All together now: Take the free-market plunge

February 12, 2004

If the current round of trade negotiations - scheduled to end next January - is successful, it could be beneficial to the US economy, and might give the world economy a welcome boost, too. Last month's proposal by US Trade Representative Robert Zoellick that the United States and other developed countries eliminate export subsidies and significantly open their agricultural markets is exactly what the US needs to help its economy.

Since they met in Doha in 2001, the 148 countries of the World Trade Organization have wrestled with a host of contentious issues on the way to a multilateral trade agreement. But negotiations stalled at September's ministerial meeting in Cancún, Mexico, and left standing the main obstacle to progress: trade barriers and subsidies in agriculture.

Agricultural tariffs today are four to eight times as high as tariffs on industrial goods. For certain products, agricultural tariffs are shockingly high: Japan's tariff on rice has been as high as 1,364 percent and the European Union's tariff on sugar beets as high as 540 percent; US tobacco tariffs have reached 350 percent.

Developed countries also heavily subsidize their farmers: The US slips them about $30 billion annually and the EU pays out some $45 billion. In the US, more than one-quarter of farm income can come from subsidies and higher prices due to trade barriers, in the EU more than one-third of income results from subsidies and trade barriers, and in Japan an impressive 60 percent of income results from these distortions.

Faced with these high tariffs and enormous subsidies, many developing countries question the American belief in free trade and free markets. The current trade round stalled at Cancún because developed countries failed to make far-reaching proposals to open their agricultural markets.

But the US often overlooks the fact that addressing the demands of developing countries is in America's best interests: Its own agricultural trade barriers damage its own economy, as well as that of developing countries. High US tariffs drain the wallets of American consumers, raising prices not only at the grocery store, but also at the mall. Keeping out low-priced cotton imports hurts the hard-pressed American textile industry, and US sugar tariffs hurt domestic producers of soft drinks and processed foods.

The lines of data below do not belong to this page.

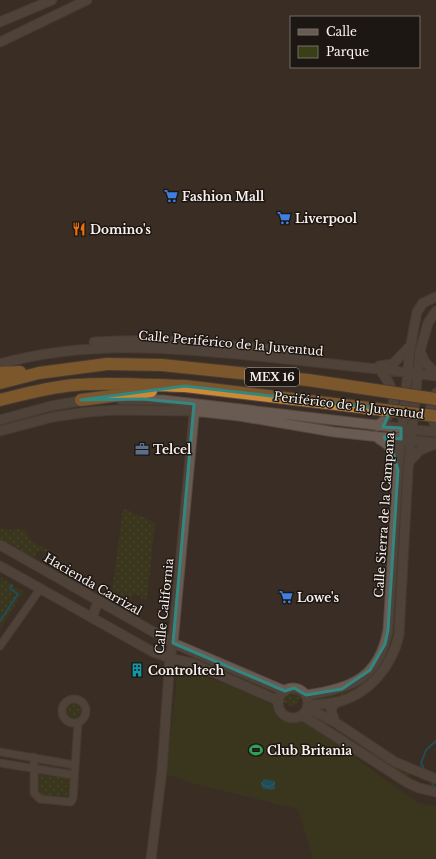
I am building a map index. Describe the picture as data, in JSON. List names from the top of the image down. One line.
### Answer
{"streets":{"highway":["MEX 16","Periférico de la Juventud"],"street":["Calle Periférico de la Juventud","Calle Sierra de la Campana","Hacienda Carrizal","Calle California"]},"crossings":[["Calle Periférico de la Juventud","Calle Sierra de la Campana"],["Calle Sierra de la Campana","Hacienda Carrizal"],["Hacienda Carrizal","Calle California"]],"places":{"supermarket":["Fashion Mall","Liverpool","Lowe's"],"restaurant":["Domino's"],"office":["Telcel"],"building":["Controltech"],"sports":["Club Britania"]},"legend":["Calle","Parque"]}
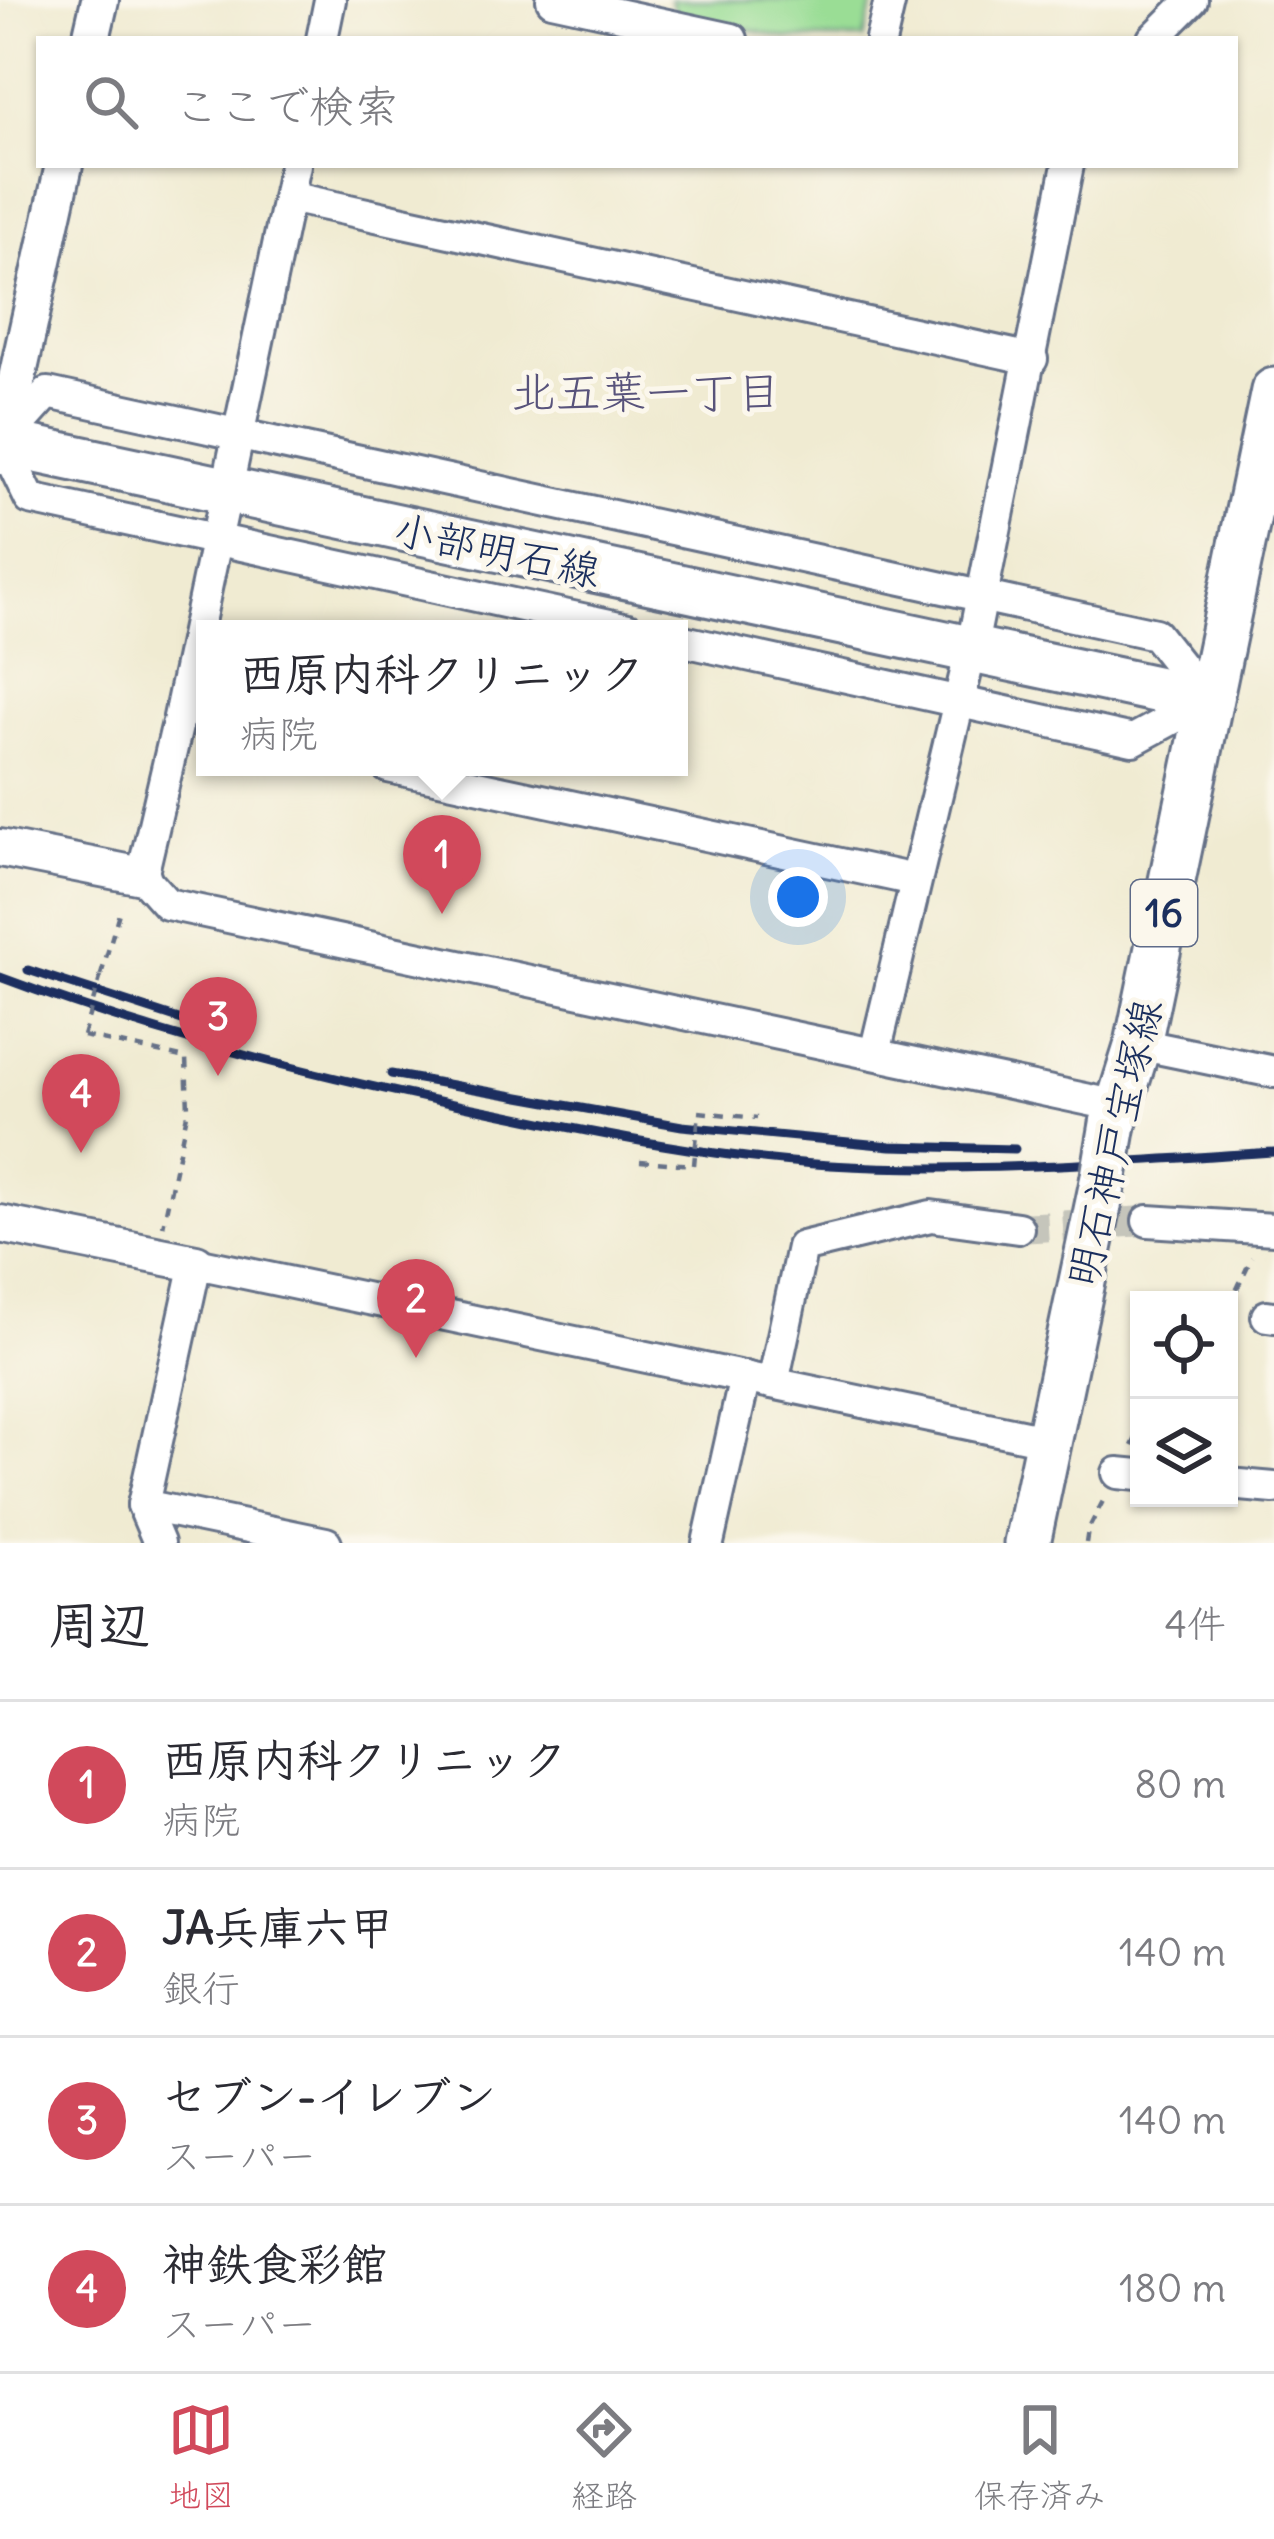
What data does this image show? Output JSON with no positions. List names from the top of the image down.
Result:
{
  "streets": {
    "main road": ["小部明石線", "16", "明石神戸宝塚線"]
  },
  "crossings": [
    ["小部明石線", "明石神戸宝塚線"]
  ],
  "districts": ["北五葉一丁目"],
  "page": {
    "search": "ここで検索",
    "popup": ["西原内科クリニック", "病院"],
    "pins": [
      "1",
      "3",
      "4",
      "2"
    ],
    "heading": ["周辺", "4件"],
    "list": [
      {
        "mark": "1",
        "name": "西原内科クリニック",
        "note": "病院",
        "value": "80 m"
      },
      {
        "mark": "2",
        "name": "JA兵庫六甲",
        "note": "銀行",
        "value": "140 m"
      },
      {
        "mark": "3",
        "name": "セブン-イレブン",
        "note": "スーパー",
        "value": "140 m"
      },
      {
        "mark": "4",
        "name": "神鉄食彩館",
        "note": "スーパー",
        "value": "180 m"
      }
    ],
    "nav": ["地図", "経路", "保存済み"]
  }
}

The billions spent on agricultural subsidies could be used to strengthen social security, fund Iraqi reconstruction, or reduce taxes for the average American. It would be nice to think that all this money is helping small family farms in the heartland. But in reality, more than 15 Fortune 500 companies receive subsidies and at least 100 large US farms receive more than $2 million in subsidies each.

While US barriers raise domestic prices, US subsidies artificially lower prices in the world's markets. Without these subsidies, the world price for many agricultural products would be significantly higher, and the small family farmers in Africa would earn substantially more for their labors.

How can the US free its economy of these damaging barriers and subsidies? While bilateral or regional trade agreements are easier to negotiate, agricultural subsidies - the core problem - cannot be addressed in bilateral agreements. The new US-Australia free-trade agreement, which excludes sugar and other key agricultural products, is only the latest example. Developed countries must reduce subsidies together: If the US agreed to eliminate subsidies in a bilateral agreement, Europe would flood US markets with subsidized products. To take the free-market plunge, everyone must jump in at the same time.

Bilateral agreements divide the world economically and politically. The least-developed countries, with their small markets, are not considered valuable trade partners and are generally excluded from bilateral negotiations. And yet, lesser-developed countries are the ones most desperately in need of improved access to other markets. Also, US trade rules for bilateral agreements differ from the EU's in many ways, which can limit the benefits for countries that belong to several trade blocs.

Only a successful multilateral agreement can free trade for all countries and simplify trade rules across the globe. Ambassador Zoellick begins this week to visit foreign capitals in an attempt to reenergize negotiations in the next stage of the Doha round. And when the US, the EU, and other developed countries return to the table, they should be prepared to open their agricultural markets as part of a comprehensive trade liberalization.

William Krist is a senior policy scholar at the Woodrow Wilson International Center.